The Pension Burden: How Other RI Cities Are Dealing with It
Tuesday, July 27, 2010
In Providence, one factor driving pension costs higher has been 5 to 6 percent compounded cost of living increases, or COLAs, for a number of retiring firefighters and police officers.
Like Providence the four cities—Cranston, Newport, Pawtucket, and Warwick—have compounded COLAs, but they are closer to 3 percent and take less of a financial toll on the system, according to the finance directors in those cities.
Instead, those officials faulted past generations of local leaders for failing to make sure the city made its annual contributions to the system.
In Warwick, the old pension system for police and firefighters has a $279.3 million liability—more than $200 million of which is unfunded. “It looks bad on paper, but we’re paying it off,” said Oscar Shelton, the personnel director for the city.

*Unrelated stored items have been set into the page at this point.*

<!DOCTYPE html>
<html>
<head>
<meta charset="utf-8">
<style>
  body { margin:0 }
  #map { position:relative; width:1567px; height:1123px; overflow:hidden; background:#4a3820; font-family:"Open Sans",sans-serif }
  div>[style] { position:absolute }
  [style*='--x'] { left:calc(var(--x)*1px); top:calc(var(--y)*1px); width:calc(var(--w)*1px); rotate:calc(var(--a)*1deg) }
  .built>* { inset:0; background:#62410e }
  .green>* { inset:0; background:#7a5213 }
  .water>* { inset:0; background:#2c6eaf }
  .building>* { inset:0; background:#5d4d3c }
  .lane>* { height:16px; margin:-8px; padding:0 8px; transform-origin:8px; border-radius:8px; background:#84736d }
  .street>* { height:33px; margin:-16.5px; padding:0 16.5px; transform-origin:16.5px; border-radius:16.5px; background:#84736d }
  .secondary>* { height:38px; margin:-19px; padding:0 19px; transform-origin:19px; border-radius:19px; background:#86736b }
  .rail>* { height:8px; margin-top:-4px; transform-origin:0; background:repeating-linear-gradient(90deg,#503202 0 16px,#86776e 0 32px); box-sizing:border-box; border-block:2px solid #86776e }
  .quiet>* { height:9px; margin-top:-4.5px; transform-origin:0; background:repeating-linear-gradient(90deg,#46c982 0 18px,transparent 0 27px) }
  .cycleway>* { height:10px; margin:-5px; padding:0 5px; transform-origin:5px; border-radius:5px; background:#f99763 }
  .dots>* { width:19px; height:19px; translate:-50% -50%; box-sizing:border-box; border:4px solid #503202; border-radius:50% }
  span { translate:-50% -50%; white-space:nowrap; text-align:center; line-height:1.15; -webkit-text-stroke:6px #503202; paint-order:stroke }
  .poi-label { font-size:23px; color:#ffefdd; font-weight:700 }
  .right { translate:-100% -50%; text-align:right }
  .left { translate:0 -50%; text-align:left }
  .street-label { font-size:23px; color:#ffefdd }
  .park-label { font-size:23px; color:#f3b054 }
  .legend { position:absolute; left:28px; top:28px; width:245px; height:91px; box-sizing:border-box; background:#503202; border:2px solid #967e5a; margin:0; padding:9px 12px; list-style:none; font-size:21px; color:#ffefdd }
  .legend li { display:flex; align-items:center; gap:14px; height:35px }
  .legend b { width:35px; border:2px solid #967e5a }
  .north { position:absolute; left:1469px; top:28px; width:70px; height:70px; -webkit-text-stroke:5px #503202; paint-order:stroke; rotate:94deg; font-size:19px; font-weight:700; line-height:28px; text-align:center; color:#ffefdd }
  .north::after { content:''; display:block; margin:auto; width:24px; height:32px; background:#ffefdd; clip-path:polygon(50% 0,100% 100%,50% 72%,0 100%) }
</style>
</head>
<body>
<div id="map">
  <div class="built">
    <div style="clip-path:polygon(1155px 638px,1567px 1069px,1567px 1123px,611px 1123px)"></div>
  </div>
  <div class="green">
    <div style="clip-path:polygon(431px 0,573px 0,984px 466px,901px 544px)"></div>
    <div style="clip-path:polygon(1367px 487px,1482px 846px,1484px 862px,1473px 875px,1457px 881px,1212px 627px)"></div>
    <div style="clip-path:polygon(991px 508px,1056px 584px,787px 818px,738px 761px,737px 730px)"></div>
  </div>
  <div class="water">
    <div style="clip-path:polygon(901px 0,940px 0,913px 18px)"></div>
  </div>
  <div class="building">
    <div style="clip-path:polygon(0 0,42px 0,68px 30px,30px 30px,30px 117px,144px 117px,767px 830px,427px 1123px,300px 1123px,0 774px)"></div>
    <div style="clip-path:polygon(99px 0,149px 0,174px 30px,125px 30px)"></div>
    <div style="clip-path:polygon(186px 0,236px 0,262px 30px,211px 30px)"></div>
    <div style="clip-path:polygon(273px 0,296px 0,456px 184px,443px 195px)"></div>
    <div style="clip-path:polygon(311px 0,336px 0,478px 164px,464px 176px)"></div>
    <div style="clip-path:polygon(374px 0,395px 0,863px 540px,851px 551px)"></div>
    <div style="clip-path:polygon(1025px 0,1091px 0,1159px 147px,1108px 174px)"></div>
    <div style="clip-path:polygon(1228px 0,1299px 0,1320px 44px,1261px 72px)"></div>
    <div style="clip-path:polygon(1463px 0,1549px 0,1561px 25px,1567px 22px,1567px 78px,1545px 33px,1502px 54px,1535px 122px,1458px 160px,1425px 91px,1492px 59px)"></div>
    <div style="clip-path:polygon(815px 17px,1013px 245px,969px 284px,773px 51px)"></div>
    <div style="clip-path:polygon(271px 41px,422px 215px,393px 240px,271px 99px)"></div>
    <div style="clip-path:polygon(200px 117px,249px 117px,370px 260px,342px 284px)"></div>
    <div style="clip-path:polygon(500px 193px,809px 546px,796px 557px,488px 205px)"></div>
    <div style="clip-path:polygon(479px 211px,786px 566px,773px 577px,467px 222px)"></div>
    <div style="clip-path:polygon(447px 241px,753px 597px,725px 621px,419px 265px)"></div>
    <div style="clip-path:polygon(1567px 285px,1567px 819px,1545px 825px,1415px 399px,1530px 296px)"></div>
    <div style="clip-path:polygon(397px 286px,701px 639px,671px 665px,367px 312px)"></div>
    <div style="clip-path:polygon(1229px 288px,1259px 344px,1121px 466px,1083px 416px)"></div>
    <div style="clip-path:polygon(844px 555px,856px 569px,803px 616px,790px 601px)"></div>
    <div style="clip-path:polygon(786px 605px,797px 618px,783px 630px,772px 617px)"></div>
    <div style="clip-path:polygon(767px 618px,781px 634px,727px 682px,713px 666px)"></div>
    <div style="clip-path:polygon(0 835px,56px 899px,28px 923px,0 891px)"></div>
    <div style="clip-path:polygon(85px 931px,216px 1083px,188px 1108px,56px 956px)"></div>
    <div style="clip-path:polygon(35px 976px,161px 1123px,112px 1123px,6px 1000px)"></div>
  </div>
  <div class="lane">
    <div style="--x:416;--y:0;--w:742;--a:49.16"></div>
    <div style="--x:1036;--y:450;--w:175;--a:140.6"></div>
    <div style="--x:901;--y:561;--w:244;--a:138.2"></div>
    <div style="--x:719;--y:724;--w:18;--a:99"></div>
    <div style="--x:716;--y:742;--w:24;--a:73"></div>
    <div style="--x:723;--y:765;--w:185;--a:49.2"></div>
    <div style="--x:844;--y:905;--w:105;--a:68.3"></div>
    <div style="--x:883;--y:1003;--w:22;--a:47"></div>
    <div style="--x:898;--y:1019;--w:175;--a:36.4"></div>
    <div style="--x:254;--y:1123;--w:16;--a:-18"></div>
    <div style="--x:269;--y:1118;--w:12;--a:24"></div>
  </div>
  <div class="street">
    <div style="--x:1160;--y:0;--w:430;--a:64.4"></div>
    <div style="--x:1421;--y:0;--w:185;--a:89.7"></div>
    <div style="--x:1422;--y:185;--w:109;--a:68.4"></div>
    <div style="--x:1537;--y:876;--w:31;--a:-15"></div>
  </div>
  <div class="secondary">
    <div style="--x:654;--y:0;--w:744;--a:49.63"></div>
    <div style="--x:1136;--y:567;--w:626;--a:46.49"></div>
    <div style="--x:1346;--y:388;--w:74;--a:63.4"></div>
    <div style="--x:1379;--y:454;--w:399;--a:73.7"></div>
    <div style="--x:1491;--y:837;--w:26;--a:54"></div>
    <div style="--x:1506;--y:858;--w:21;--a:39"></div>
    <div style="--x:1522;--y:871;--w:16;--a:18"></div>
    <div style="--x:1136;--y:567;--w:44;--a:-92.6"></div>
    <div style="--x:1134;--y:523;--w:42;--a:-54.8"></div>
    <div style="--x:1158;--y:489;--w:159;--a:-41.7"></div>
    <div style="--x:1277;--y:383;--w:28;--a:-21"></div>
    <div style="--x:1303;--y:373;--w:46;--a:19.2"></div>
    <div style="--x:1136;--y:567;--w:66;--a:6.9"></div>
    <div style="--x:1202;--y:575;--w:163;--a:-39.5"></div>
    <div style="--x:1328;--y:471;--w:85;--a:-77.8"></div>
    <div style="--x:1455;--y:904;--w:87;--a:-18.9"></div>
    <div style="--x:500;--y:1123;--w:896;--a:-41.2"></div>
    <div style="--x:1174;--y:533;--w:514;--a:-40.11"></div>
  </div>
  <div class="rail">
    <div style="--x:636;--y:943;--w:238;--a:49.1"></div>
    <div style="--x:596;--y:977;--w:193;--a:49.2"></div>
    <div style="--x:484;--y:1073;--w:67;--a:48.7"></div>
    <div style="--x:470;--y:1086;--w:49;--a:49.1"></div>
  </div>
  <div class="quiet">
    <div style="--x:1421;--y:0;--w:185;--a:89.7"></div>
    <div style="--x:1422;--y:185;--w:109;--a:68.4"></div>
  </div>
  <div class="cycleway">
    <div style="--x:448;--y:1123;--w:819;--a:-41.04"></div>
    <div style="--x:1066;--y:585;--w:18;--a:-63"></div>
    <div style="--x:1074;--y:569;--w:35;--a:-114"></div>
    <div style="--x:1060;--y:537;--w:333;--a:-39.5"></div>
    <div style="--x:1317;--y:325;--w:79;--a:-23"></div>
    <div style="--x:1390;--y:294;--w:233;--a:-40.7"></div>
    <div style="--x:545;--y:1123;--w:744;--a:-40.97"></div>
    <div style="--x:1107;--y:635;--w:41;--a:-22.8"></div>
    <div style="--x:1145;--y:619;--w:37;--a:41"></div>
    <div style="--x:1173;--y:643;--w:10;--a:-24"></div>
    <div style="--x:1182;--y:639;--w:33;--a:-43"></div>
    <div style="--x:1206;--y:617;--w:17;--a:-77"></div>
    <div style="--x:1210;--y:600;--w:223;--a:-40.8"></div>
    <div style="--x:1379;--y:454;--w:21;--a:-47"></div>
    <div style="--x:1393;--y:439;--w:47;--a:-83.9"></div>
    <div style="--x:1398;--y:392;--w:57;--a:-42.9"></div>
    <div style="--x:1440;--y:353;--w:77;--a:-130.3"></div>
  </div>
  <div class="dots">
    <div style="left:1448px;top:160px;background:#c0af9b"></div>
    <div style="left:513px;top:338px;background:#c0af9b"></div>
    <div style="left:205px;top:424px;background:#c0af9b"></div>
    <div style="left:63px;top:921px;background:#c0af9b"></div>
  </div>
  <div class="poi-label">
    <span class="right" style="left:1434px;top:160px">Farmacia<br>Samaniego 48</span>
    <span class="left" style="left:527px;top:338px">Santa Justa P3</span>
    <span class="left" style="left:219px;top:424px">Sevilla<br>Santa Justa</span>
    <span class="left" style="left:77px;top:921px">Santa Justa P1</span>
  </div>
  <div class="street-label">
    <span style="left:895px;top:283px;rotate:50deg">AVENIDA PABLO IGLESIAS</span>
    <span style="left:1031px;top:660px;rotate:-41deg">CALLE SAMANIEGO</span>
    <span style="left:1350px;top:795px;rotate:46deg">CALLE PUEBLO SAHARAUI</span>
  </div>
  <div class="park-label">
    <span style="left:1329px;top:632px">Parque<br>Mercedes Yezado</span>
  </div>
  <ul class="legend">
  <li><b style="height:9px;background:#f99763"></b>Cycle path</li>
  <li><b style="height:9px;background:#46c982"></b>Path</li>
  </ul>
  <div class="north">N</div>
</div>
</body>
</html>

Under that system, retirees receive a compounded cost of living increase which is equal to the annual raises that active employees get. But Shelton said that is not the main reason the system has such a gap in funding. Instead, he said it simply was not properly funded by the city until about 16 years ago, when Warwick committed to a 40-year schedule of annual payments that he said will make up the difference.
Since 1971, firefighters have been put on a different pension plan with a fixed, compounded COLA of 3 percent. Retiring police started going on a similar plan in 1992. Both of those plans are more than 80 percent funded, according to Shelton.
But he said the city needs to take additional steps to reform its pension system. He said his office will propose that the city council require that police offices and firefighters work 25 years, instead of 20, before retiring. He also will recommend that the city change the COLA system, so that in a given year it is either 3 percent or three-quarters of what the rate of inflation is—whichever is less.
In Newport, the city pension for firefighters has a liability of $78.9 million with $50.9 million that is unfunded. The situation is slightly better for police: a pension liability of $73.4 million with $35.6 that is unfunded.
Police officers and firefighters in Newport earn compounded COLAs that tend to hover around 3 percent, but that’s not the reason for the unfunded liabilities, according to city finance director Laura Sitrin. Instead, she said the recession was a major reason why the pension system was facing such a large unfunded liability. Like Warwick, Newport is on a 30-year payment plan that Sitrin said will close the funding gap.
Cranston Moves to 401(k)s
Of the cities, Cranston has taken the lead in reforming its pension system, according to Robin Schutt, the director of administration. This year, Mayor Allan Fung got the local Teamsters to agree to 401(k)s for new hires, which is a significant departure from traditional municipal pensions.
As for its police officers and firefighters, they have been entering the state pension system since 1996. But the pension system the city offered retirees before that date has a $244.25 million liability with assets of only $43.4 million, according to Robert Strom, the city finance director.
Like Newport and Warwick, the retirees on that system benefited from a 3 percent compounded COLA, according to Strom. “They are based on the union contracts that we established years ago and we’re paying for it today,” Strom said.
But like his counterparts in other cities, he said COLAs were not the main force behind rising costs. Instead, he said that the city had not make its full contribution to the system, using some of the money to balance its budget.
In Pawtucket, the city pension system for police officers and firefighters has many of the same problems facing other cities. The system has a liability of $177.37 million and only $68.84 million in assets, according to finance director Ronald Wunschel. Like many of the other cities, retirees have their annual benefit increased by a 3 percent compounded COLA—and, like the other cities, Wunschel said the city in the past had not made the necessary annual contribution to keep enough money in the system.
He said Pawtucket is trying to correct the problem by more than doubling its annual contributions—from $4.1 million in 2009 to $9.6 million in the current year.